Data items:
-- Opening Marker --
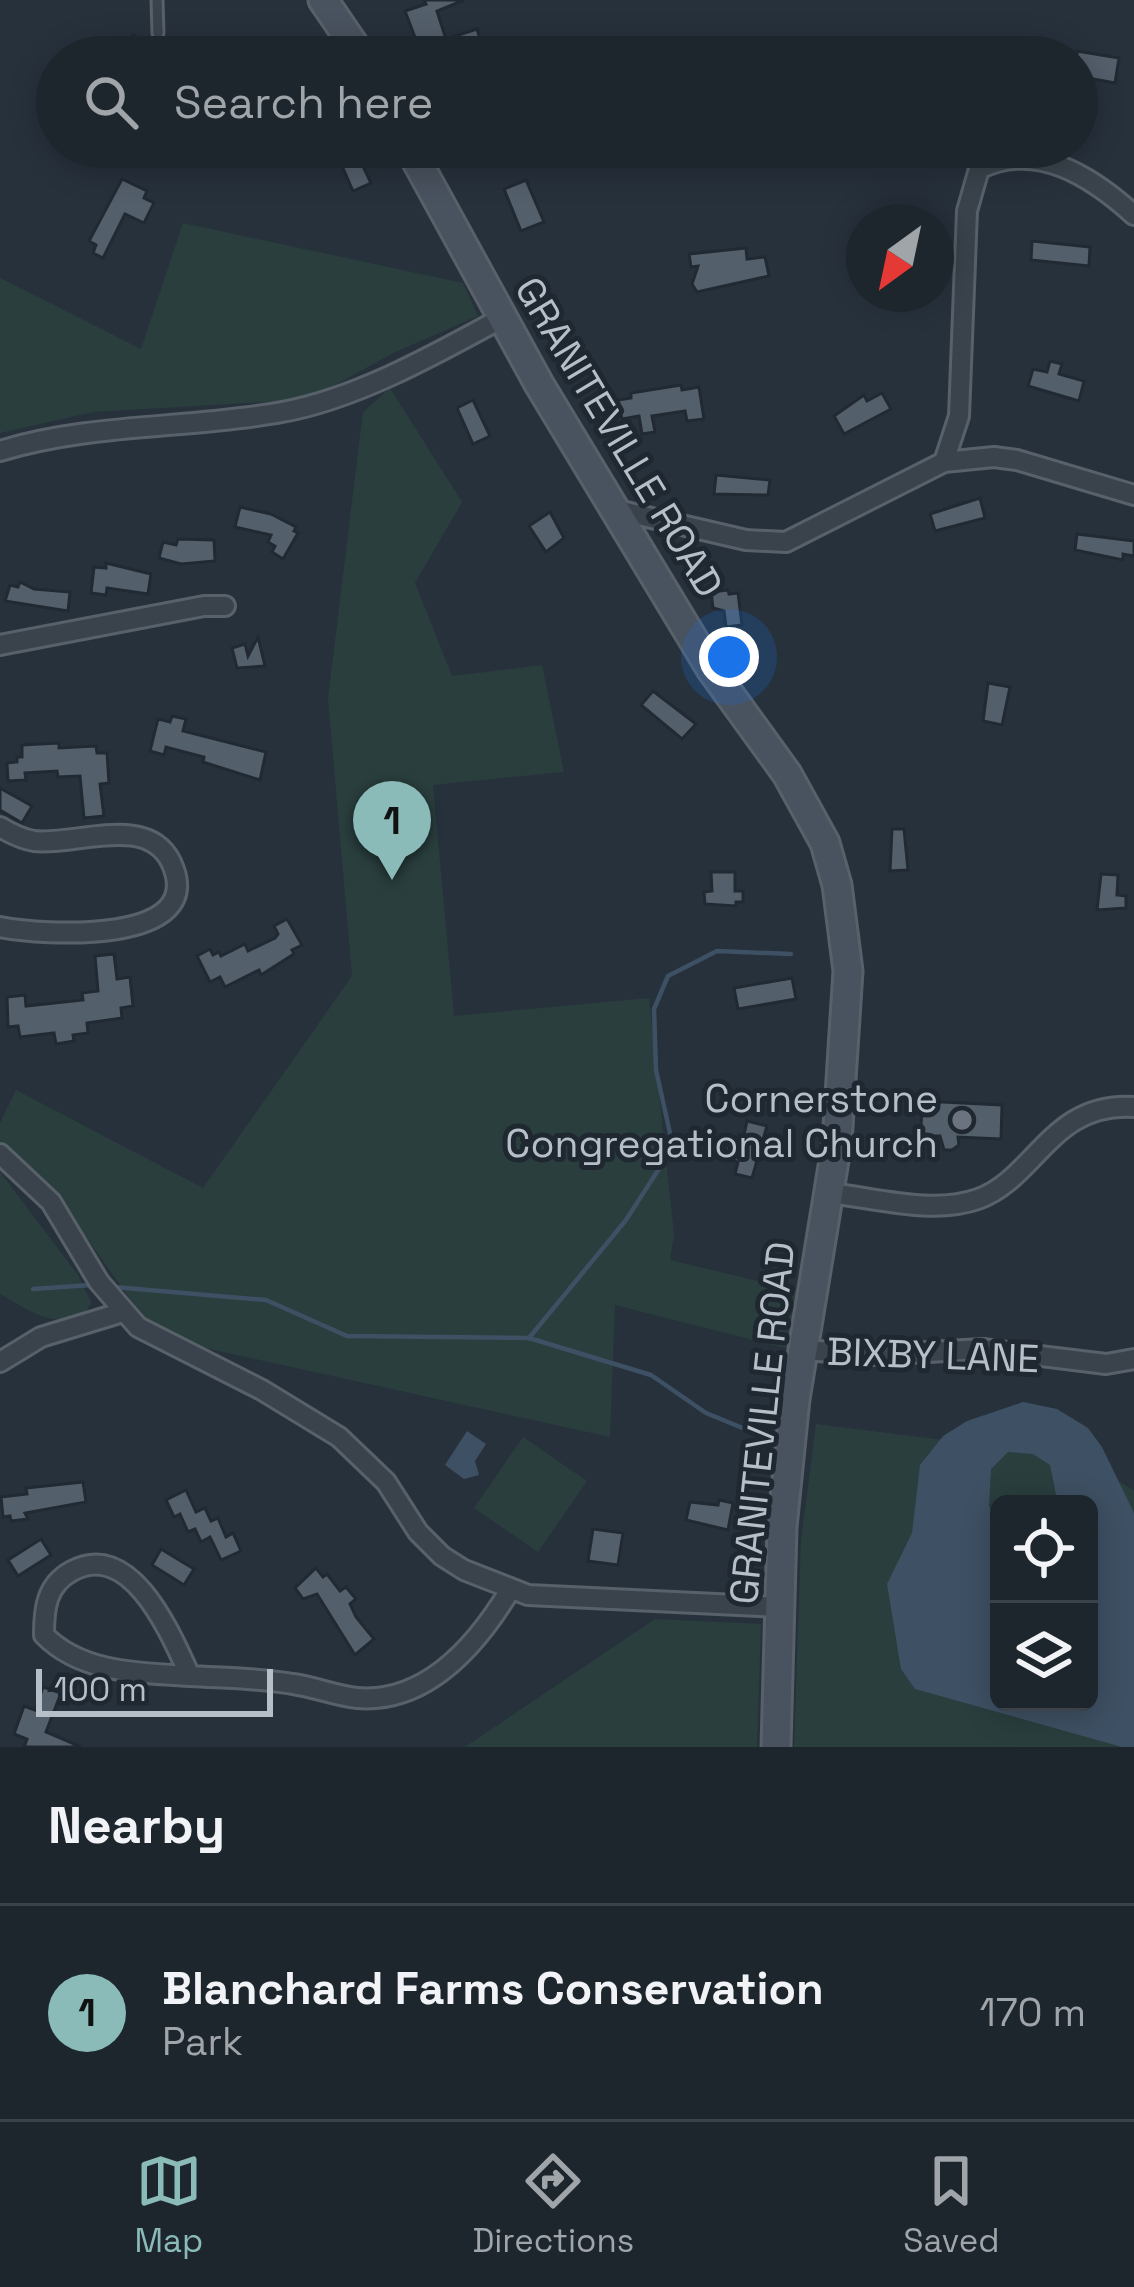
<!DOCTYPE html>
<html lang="en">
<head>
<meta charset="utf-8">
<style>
	:root { --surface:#1d252d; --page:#2a3139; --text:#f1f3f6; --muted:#a0a5aa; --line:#3b4249; --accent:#8bbbb9 }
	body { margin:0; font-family:"Space Grotesk",sans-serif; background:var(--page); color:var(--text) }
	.controls { position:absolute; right:36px; bottom:36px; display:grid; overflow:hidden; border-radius:18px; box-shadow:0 6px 30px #0003 }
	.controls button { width:108px; height:108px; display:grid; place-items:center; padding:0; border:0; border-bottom:3px solid var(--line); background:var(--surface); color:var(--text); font:60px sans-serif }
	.compass { position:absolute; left:846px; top:204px; width:108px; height:108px; border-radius:50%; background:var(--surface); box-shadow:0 6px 30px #0003; rotate:213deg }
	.scale { position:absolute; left:36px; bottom:30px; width:237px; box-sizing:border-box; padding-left:12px; border:6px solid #b6bec7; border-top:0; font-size:33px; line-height:42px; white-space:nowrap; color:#b6bec7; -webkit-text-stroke:9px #1f2831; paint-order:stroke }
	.you { position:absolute; left:729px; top:657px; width:42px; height:42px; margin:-30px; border:9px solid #fff; border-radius:50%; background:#1a73e8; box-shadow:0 0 0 18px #1a73e833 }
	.badge { display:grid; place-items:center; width:78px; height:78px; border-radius:50%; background:var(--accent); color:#111; font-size:39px; font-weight:700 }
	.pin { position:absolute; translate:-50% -99px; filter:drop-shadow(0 3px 6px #0008) }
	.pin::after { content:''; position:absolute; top:63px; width:42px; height:36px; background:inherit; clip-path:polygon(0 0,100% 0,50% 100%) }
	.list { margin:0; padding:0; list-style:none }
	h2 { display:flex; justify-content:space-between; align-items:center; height:156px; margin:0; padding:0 48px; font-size:51px }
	h2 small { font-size:39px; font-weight:400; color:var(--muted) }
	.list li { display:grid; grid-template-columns:78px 1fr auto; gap:36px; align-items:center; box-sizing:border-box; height:216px; padding:0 48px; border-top:3px solid var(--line) }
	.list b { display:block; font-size:45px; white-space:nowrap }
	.list p { margin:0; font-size:39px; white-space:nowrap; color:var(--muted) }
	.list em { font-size:39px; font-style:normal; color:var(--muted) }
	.icon { flex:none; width:66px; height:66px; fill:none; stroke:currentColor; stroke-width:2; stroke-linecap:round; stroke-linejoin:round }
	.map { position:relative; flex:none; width:1134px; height:1747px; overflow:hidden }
	.search { position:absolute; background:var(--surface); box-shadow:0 6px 30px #0003; left:36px; right:36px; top:36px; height:132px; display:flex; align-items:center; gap:30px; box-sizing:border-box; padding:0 42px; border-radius:66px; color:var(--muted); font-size:45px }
	.sheet { height:372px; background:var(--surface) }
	nav { display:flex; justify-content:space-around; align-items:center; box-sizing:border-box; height:168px; border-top:3px solid var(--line); background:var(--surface); font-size:33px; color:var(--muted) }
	nav a { display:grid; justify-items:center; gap:6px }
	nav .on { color:var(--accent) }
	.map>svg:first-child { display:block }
	.green { fill:#2a3e3e; fill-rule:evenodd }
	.water { fill:#3e5063; fill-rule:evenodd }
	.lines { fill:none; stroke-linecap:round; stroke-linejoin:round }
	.stream { stroke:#3e5063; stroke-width:4.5 }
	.building { fill:#545f6c; stroke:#212a33; stroke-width:3 }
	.lane-casing { stroke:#58616a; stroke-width:15 }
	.street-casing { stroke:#58616a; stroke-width:24 }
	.secondary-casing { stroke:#58616a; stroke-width:33 }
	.lane { stroke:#3a434c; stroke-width:9 }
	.street { stroke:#3a434c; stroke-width:18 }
	.secondary { stroke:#49525f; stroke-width:27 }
	.worship-dot { fill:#6b7280; stroke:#1f2831; stroke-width:4.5 }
	.labels { text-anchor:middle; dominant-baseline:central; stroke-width:10; stroke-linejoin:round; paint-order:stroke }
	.street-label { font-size:39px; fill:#b6bec7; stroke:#1f2831 }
	.poi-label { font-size:39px; fill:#b6bec7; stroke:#1f2831; text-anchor:end }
</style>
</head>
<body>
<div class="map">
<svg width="1134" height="1747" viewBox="0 0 1134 1747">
	<rect width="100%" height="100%" fill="#27313c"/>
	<g class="green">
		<polygon points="183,223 463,283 478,316 393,353 328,389 282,401 93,412 0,433 0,278 141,349"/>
		<polygon points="390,388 462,502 415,583 452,676 542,665 564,772 433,785 454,1016 649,998 674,1235 670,1260 799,1291 789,1349 615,1305 610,1437 187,1344 145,1320 47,1182 0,1141 0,1123 16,1090 203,1188 352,976 328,698 363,412"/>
		<path d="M0 1172 78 1275 91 1302 85 1315C49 1328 31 1311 0 1294Z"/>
		<path d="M816 1424 1072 1456 1134 1490V1747H794L801 1540ZM999 1504H1089V1702H999Z"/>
		<polygon points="523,1437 587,1481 538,1552 474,1508"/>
		<polygon points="655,1619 761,1624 757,1747 465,1747"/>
	</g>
	<g class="water">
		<path d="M1023 1402 1057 1409 1088 1428 1102 1447 1134 1513V1747H1122L915 1689 901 1669 887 1584 912 1533 920 1465 943 1436 967 1421ZM1008 1452 1033 1454 1050 1465 1058 1504H1089V1702H999V1527L989 1506 991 1469Z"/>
		<polygon points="467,1431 486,1444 475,1461 479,1475 464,1479 445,1465"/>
	</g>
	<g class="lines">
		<g class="stream">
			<polyline points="114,1287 266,1300 347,1336 529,1338 651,1375 706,1413 762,1436"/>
			<polyline points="33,1289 91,1285"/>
			<polyline points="529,1338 626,1220 673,1147 656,1070 654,1009 668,976 717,951 791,954"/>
		</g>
	</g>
	<g class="building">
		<polygon points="424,0 464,0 437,11 446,39 477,29 481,42 442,55 440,50 422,56 405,11 426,4"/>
		<polygon points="133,35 180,57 122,57"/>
		<polygon points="917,41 923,47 941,44 944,57 905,57 904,44"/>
		<polygon points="1077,51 1119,58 1115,83 1077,76"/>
		<polygon points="355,149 371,183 353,191 338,157"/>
		<polygon points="122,179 147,191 144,198 154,203 144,223 125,214 103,258 93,253 96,245 89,241"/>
		<polygon points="526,180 544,222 521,231 504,189"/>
		<polygon points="1032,241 1090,247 1089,266 1031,260"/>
		<polygon points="746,248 747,259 765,257 769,276 697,292 692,284 698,266 691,267 689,254"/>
		<polygon points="1050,361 1062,364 1059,374 1084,381 1079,401 1028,386 1033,369 1047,372"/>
		<polygon points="681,385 682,390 699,387 704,419 687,421 685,411 652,416 655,432 642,434 639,416 622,419 618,400 631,398 631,393"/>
		<polygon points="882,393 891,409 844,434 834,416 864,395 867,401"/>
		<polygon points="473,400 490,436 473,444 457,408"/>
		<polygon points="716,475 770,480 768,495 714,494"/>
		<polygon points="980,498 985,518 935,531 930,514"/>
		<polygon points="240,507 271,514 296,527 294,531 298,533 283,559 272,552 275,546 268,542 271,535 235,527"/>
		<polygon points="550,512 564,538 546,552 529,526"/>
		<polygon points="1077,534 1134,541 1134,556 1123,554 1123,560 1075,550"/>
		<polygon points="178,539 214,540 215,561 181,564 159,558 163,542 176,545"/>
		<polygon points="106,563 151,574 148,594 107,588 106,595 91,593 94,567 106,568"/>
		<polygon points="20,582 34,589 70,592 68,611 5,601 10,585 18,587"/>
		<polygon points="728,590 729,594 738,593 742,625 726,627 724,611 713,608 711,592"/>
		<polygon points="258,637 265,666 237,668 232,648 245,644 248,656"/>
		<polygon points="988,683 1010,687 1002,725 983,721"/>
		<polygon points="653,691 696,724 682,739 641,705"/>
		<polygon points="172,716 186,719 183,731 266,752 260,780 203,762 204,757 166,747 164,755 150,751 158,719 170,722"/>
		<polygon points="59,743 59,748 96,746 97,753 107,753 109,783 100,784 104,816 84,818 80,776 58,777 57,771 25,773 26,780 8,781 7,763 17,762 17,757 22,757 22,745"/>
		<polygon points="0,788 32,806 22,823 0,810"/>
		<polygon points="892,829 904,829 908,870 890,871"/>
		<polygon points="711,872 735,872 735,891 743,891 743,902 736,902 736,906 705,904 704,892 712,891"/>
		<polygon points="1101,874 1118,875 1117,895 1126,896 1126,908 1097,910"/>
		<polygon points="287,919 302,945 292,950 294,954 261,975 259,970 225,987 220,977 210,982 197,956 210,949 213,955 219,952 221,956 245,944 248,951 275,938 278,934 274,926"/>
		<polygon points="114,954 117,979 130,977 133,1006 121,1008 122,1018 87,1023 88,1033 73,1035 74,1041 56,1044 54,1033 20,1037 18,1026 8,1027 7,997 25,995 26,1006 83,1000 82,993 98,991 95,956"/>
		<polygon points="792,978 796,999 738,1009 734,988"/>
		<polygon points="923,1101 1002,1105 1001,1139 958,1137 959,1145 952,1150 944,1150 940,1136 920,1136"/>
		<polygon points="747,1121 767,1126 752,1178 735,1174 738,1162 726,1159 725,1153 728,1140 742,1144"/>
		<polygon points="83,1482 86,1502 25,1513 28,1519 11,1521 10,1516 3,1517 1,1497 27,1494 26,1488"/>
		<polygon points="186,1490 196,1512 205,1508 211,1521 218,1518 226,1537 233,1533 241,1551 221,1560 210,1537 201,1542 195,1529 188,1532 180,1514 174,1517 166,1500"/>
		<polygon points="719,1500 733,1503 728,1530 686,1520 690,1502 718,1505"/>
		<polygon points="593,1529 623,1533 618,1565 588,1561"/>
		<polygon points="41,1539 51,1555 18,1576 8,1560"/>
		<polygon points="161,1549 194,1569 184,1585 152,1565"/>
		<polygon points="316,1568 323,1577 327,1574 340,1591 346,1587 356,1599 350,1604 356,1617 374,1639 355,1655 317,1594 303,1599 295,1588"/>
		<polygon points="43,1687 61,1693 46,1732 81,1747 24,1747 27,1739 14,1734 24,1706 35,1710"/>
	</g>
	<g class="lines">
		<defs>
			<polyline id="lane" points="157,0 158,33"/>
			<g id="street">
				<path d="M0 451C91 423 189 429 282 412 356 399 436 354 502 318"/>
				<path d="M944 462 959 416 967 211 979 169C1036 140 1092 177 1134 215"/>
				<polyline points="617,510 746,540 786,542 944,462 994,457 1017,460 1134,495"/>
				<polyline points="0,645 204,606 225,606"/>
				<path d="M0 827C10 833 22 839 34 841 75 846 147 813 171 862 211 947 40 935 0 927"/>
				<polyline points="0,1154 51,1202 99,1282 138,1327 262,1390 339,1437 386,1482 418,1532 442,1556 464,1570 528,1595 778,1607"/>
				<path d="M829 1193C876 1198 933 1215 978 1199 1035 1179 1052 1101 1134 1107"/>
				<polyline points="804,1350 873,1355 983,1349 1106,1364 1134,1359"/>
				<polyline points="0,1362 41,1337 123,1312"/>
				<path d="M190 1676C139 1673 81 1673 44 1635 44 1609 46 1585 72 1571 132 1539 171 1635 190 1676 224 1678 260 1678 293 1684 315 1687 336 1696 357 1698 428 1704 478 1643 510 1590"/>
			</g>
			<g id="secondary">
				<polyline points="323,0 362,57"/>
				<polyline points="409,147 539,384 711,669 787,774 825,843 837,885 848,971 837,1142 795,1399 782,1527 776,1747"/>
			</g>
		</defs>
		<use href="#lane" class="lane-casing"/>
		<use href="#street" class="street-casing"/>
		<use href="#secondary" class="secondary-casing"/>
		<use href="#lane" class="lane"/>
		<use href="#street" class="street"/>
		<use href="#secondary" class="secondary"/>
	</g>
	<circle class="worship-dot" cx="962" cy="1120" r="12"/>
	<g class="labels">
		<g class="street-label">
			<text transform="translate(619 437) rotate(59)">GRANITEVILLE ROAD</text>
			<text transform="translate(933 1355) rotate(2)">BIXBY LANE</text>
			<text transform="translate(762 1423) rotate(-84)">GRANITEVILLE ROAD</text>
		</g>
		<g class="poi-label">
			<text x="938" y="1098">Cornerstone<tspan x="938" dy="45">Congregational Church</tspan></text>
		</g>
	</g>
</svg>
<div class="controls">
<button><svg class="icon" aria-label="locate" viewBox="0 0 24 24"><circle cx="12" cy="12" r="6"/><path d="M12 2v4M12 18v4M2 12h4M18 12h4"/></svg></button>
<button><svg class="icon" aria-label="layers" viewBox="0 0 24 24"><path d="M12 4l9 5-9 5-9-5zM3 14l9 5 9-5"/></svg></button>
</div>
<svg class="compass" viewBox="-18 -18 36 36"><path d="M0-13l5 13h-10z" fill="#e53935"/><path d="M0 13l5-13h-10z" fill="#a0a5aa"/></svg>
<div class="scale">100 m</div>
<div class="you"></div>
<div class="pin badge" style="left:392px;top:880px">1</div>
<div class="search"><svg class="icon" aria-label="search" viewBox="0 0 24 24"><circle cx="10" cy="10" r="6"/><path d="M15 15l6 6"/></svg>Search here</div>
</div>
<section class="sheet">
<h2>Nearby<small></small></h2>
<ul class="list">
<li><span class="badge">1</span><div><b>Blanchard Farms Conservation</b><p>Park</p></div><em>170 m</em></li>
</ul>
</section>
<nav>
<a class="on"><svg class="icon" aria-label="map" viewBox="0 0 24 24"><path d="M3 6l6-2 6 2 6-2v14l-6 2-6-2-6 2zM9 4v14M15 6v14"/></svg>Map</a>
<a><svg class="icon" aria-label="directions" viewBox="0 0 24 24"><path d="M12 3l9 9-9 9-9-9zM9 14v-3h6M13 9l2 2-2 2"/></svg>Directions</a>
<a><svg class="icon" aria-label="saved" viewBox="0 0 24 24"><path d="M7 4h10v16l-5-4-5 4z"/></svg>Saved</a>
</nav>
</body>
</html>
-- Closing Marker --
EXERCISE PROMPT:
Please give back an exact copy of the entries above from their first line through the line containing "position:absolute; right:36px; bottom:36px;", leaving the pictures aside.

COMPLETED TASK:
<!DOCTYPE html>
<html lang="en">
<head>
<meta charset="utf-8">
<style>
	:root { --surface:#1d252d; --page:#2a3139; --text:#f1f3f6; --muted:#a0a5aa; --line:#3b4249; --accent:#8bbbb9 }
	body { margin:0; font-family:"Space Grotesk",sans-serif; background:var(--page); color:var(--text) }
	.controls { position:absolute; right:36px; bottom:36px; display:grid; overflow:hidden; border-radius:18px; box-shadow:0 6px 30px #0003 }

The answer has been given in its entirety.